Praia dos Pescadores in the municipality of Albufeira
|Coordinates: / 37.08972; -8.24583 / 37.08972; -8.24583|
|• President||Carlos Eduardo da Silva e Sousa (PSD)|
|• Total||140.66 km (54.31 sq mi)|
|Lowest elevation||0 m (0 ft)|
|• Density||290/km (750/sq mi)|
|Time zone||WET/WEST (UTC+0/+1)|
|Patron||Nossa Senhora da Conceição|
Albufeira (Portuguese pronunciation: [aɫβuˈfejɾɐ] ( listen)) is a city, seat and municipality in the district of Faro, in the southernmost Portuguese region of the Algarve. The municipality population in 2011 was 40,828, in an area of 140.66 square kilometres (54.31 square miles). The city proper had a population of 13,646 in 2001. It is 250 kilometres (160 mi) from Lisbon, and is within close proximity of Paderne Castle. Lagos is located 30 kilometres (19 mi) to the west, and Faro 45 kilometres (28 mi) to the south-east. A tourist destination (due to its coastal conditions), Albufeira expands to approximately 300,000 residents during the summer and during New Year celebrations, owing to the number of hotels and lodgings in the district, that includes marina facilities, golf courses, restaurants and bars for the annual flood of visitors.
It is unclear when the first settlements specifically formed in the region of Albufeira, although scientific research suggest origins during the pre-historic epoch, and that the town of Albufeira formed as an out-port of the maritime fishery. The primitive settlement was occupied by the Romans, named it Baltum, introducing a centralized administrative structure and developing intense agricultural activities along with commerce. The Romans constructed aqueducts, roads and bridges, of which parts still remain.

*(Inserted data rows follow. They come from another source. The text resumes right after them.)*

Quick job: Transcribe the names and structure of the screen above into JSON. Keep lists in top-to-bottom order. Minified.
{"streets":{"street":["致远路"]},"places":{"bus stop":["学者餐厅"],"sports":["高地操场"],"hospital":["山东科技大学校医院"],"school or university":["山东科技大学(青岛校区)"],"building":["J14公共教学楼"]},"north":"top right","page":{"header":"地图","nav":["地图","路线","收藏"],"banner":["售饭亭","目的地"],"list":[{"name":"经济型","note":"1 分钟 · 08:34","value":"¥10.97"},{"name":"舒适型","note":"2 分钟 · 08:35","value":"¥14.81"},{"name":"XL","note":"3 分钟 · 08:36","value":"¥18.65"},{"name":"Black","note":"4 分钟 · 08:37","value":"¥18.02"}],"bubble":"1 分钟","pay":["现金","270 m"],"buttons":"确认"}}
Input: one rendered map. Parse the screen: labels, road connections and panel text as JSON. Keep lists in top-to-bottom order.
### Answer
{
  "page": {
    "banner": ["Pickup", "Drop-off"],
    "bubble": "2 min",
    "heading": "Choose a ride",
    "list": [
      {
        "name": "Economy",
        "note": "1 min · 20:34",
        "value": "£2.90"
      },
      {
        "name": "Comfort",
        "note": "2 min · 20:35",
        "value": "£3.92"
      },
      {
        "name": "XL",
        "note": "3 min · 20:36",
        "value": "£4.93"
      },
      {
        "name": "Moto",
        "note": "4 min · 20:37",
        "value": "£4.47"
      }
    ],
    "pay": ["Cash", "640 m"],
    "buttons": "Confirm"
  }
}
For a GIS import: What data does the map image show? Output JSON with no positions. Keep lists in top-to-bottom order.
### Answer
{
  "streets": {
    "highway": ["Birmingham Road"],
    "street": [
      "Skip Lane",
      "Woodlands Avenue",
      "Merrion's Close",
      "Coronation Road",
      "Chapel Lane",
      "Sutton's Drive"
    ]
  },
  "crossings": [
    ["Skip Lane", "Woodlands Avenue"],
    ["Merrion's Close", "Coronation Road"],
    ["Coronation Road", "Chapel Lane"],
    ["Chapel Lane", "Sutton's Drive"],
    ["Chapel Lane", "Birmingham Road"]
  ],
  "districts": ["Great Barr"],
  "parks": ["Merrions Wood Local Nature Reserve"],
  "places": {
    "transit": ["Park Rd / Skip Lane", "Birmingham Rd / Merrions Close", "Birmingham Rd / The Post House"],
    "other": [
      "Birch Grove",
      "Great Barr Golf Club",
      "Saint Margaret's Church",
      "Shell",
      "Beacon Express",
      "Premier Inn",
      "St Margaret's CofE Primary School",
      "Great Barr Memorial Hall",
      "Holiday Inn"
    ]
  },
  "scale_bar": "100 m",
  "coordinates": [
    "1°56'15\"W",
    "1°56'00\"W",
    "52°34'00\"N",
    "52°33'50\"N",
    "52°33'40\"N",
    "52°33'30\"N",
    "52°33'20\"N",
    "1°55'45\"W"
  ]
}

The name originated from the Arab Al-buhera, which means castle of the sea, owing to its location along the coast, or the alternately al-Buħayra, for the lagoon, in reference to the lagoon that formed in the lowlands. The Arabs constructed strong defensive structures, making the area almost impregnable, allowing this area to remain in the hands of their forces longer than other possessions in Portugal. The development of agriculture during this period was notable, with the introduction of new techniques and plant species. The Moors used the plow and fertilizers, as well as winches for lifting the water from the wells, introducing the irrigation of fields, constructing dams and transforming uncultivated areas into gardens and orchards.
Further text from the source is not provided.